I was looking forward to a career in mathematics or chemistry. Those were my favorite subjects. I like solving mathematical problems and I look forward to experiment with the chemicals bought from the drugstore.

Then one day I came upon a Reader Digest condensed novel ” Not as a stranger”.
It was all about a poor medical student who became an assistant to a Family Doctor and eventually took over the family doctor’s practice.
It was inspirational.

Then came medical TV serials such as Marcus Welby M.D
Ben Casey, Dr Kildare , Doctor in the House.
I resolve that I would try to be a good family Doctor.

My mother whose older brother was a doctor in China encouraged me to take up medicine.

So it was at the tender age of 18 years, I entered the medical faculty of the university of Singapore.

The first day was a nightmare.
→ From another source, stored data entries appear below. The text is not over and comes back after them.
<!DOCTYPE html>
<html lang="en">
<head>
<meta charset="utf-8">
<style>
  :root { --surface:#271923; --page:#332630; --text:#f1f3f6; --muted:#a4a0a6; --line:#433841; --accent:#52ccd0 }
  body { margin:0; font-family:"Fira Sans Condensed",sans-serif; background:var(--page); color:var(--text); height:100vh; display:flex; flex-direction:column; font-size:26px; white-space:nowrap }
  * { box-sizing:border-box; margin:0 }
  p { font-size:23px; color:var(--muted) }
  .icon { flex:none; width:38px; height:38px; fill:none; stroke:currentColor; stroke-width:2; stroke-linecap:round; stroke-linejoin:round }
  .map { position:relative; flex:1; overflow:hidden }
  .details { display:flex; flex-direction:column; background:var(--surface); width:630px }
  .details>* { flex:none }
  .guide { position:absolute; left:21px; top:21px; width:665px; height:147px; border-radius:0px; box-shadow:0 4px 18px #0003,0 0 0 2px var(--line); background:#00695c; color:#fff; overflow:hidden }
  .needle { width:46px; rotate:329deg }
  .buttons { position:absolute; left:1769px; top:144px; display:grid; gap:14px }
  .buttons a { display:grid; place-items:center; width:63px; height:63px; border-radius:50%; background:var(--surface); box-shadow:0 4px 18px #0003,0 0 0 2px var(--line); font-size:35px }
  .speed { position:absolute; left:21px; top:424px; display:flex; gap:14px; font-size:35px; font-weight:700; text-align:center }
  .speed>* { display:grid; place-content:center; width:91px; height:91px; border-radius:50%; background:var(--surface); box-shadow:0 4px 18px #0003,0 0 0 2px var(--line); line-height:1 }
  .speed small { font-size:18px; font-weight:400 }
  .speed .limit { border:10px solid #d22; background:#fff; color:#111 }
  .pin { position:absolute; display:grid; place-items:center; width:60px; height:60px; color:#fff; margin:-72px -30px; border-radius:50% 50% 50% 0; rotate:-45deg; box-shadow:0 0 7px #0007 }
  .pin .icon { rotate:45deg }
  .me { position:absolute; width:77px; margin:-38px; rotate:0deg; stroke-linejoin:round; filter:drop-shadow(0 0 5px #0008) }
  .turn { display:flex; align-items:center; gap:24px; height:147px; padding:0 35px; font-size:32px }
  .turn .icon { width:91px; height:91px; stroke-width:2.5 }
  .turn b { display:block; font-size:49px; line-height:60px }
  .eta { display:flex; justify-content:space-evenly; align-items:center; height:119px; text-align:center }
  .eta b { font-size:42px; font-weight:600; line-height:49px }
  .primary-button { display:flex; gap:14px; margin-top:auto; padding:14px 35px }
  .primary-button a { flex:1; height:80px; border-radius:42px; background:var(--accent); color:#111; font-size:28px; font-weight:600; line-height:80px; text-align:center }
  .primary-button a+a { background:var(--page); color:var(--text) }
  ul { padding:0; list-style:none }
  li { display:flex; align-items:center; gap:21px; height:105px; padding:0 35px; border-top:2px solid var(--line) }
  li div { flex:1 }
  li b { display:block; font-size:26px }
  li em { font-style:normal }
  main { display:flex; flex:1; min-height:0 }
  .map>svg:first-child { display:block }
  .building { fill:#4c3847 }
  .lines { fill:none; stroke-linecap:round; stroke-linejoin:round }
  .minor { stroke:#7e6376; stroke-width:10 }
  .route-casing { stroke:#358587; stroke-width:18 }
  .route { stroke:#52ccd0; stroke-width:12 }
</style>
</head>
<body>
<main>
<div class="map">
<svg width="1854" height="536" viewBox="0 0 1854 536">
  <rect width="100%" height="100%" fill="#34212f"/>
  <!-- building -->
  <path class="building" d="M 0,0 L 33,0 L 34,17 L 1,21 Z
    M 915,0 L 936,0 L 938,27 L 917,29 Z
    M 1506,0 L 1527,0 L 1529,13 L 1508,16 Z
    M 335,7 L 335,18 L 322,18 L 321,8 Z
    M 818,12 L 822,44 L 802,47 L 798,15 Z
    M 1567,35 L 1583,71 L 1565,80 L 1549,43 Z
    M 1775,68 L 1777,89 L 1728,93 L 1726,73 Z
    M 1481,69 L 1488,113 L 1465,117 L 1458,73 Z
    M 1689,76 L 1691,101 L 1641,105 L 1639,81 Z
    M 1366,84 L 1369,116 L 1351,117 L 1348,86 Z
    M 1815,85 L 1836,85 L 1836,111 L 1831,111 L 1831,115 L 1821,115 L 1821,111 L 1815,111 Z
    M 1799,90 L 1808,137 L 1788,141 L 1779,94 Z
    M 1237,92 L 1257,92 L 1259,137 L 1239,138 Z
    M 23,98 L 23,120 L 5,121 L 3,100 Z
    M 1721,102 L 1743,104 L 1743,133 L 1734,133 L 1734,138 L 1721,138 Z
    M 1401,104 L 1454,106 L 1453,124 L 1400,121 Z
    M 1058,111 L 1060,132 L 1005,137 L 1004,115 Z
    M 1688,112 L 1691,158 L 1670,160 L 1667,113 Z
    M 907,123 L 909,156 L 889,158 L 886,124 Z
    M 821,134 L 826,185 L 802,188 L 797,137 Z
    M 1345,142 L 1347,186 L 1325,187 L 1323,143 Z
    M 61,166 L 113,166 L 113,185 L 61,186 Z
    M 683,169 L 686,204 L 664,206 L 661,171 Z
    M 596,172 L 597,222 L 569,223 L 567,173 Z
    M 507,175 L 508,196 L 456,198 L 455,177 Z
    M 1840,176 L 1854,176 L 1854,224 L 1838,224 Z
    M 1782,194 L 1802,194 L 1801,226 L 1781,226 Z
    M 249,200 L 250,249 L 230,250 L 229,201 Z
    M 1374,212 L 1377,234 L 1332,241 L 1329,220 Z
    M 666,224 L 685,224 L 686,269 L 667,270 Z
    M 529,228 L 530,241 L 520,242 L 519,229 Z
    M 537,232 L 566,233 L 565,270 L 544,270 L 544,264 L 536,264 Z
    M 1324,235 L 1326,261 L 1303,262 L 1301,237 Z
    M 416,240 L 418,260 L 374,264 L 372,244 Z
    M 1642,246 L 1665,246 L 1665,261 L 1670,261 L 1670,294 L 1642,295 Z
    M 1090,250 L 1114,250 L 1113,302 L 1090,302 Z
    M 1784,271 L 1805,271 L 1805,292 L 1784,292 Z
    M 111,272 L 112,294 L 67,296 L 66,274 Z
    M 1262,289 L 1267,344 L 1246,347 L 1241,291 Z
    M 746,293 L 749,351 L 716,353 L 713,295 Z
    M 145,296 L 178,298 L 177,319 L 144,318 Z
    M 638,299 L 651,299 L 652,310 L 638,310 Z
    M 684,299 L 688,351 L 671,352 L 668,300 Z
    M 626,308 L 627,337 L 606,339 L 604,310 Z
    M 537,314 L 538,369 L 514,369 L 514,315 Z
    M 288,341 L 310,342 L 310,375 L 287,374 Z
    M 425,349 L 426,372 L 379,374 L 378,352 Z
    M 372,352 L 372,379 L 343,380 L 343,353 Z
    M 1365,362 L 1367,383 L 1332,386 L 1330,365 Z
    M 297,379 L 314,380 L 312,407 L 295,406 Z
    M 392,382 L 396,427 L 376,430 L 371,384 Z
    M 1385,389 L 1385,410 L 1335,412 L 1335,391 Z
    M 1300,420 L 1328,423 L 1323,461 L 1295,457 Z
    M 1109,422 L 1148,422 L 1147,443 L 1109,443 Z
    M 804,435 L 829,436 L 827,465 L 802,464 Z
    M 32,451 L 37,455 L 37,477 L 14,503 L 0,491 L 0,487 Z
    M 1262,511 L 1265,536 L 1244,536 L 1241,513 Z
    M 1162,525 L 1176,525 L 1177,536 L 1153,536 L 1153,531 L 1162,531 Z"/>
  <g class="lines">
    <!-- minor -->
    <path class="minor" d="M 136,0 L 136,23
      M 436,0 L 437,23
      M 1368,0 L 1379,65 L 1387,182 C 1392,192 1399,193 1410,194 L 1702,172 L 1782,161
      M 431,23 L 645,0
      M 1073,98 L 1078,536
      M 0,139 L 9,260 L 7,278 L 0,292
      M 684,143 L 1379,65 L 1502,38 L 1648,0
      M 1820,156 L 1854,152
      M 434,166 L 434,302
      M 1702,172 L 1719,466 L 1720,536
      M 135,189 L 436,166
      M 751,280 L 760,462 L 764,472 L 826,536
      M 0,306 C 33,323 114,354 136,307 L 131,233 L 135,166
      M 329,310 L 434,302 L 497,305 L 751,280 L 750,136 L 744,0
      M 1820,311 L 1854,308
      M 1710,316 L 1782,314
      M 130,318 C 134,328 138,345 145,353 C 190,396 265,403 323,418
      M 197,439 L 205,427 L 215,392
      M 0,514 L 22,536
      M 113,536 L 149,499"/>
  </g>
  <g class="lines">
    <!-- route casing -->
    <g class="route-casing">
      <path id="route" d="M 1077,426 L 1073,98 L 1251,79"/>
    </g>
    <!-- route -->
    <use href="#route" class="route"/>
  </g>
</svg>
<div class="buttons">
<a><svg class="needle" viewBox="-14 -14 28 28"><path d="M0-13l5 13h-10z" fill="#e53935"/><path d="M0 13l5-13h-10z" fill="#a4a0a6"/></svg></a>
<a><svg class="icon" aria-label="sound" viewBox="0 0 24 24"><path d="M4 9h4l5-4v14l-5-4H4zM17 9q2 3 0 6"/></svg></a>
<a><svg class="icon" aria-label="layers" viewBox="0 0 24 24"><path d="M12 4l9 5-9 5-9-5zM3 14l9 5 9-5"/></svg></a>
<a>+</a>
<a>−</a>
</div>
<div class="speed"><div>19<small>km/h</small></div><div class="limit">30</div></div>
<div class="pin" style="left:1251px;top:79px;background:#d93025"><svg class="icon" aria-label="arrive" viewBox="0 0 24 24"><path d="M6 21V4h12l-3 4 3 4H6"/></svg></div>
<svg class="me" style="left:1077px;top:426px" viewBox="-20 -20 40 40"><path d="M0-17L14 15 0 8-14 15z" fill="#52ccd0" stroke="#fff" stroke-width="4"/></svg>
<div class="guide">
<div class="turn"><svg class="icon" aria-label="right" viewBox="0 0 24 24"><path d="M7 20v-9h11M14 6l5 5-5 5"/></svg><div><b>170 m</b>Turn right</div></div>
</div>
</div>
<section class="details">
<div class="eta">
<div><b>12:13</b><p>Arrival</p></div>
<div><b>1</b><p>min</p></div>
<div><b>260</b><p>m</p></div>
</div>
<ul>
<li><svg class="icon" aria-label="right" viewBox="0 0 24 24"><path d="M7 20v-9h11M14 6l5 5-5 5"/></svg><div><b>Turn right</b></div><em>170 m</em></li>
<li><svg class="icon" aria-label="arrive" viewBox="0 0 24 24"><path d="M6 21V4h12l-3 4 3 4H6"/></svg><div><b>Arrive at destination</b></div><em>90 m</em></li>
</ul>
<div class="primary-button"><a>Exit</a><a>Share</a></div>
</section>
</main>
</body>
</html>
Entering the dept of Anatomy, I was presented with a large hall of corpses and the strong smell of formaldehyde.
Suddenly the dream of being a doctor became a nightmare of looking at & cutting up of a dry preserved corpse for the next 18 months.

In the meantime there were the endless lectures of anatomy, physiology and biochemistry.
Life became rather rushed. Unlike other undergraduates, we were studying through out the whole year with 4 semesters instead of the 3 semesters in the Arts and Science faculty and 2 weeks break in between.

There were daily taking notes of complaints of patients and examinations of patients. There were also procedures like drawing blood from patients, watching surgical procedure done by eminent surgeons, doing minor surgical procedures like removing small lumps and bumps, stitching of cuts and cleaning of wounds.

The most important assignment was the “catching” of 20 babies at the Kandang Kerbau Maternity Hospital (the biggest baby factory in the world in the 1970’s) or the delivery of 20 babies in the hospital by natural birth.

So it was after 5 years of tutorial and practical medicine that I finally graduated as a medical doctor.
Even then I had only 1 month rest before being called up for
my housemanship – a compulsory year of working in the hospital before becoming a fully registered doctor.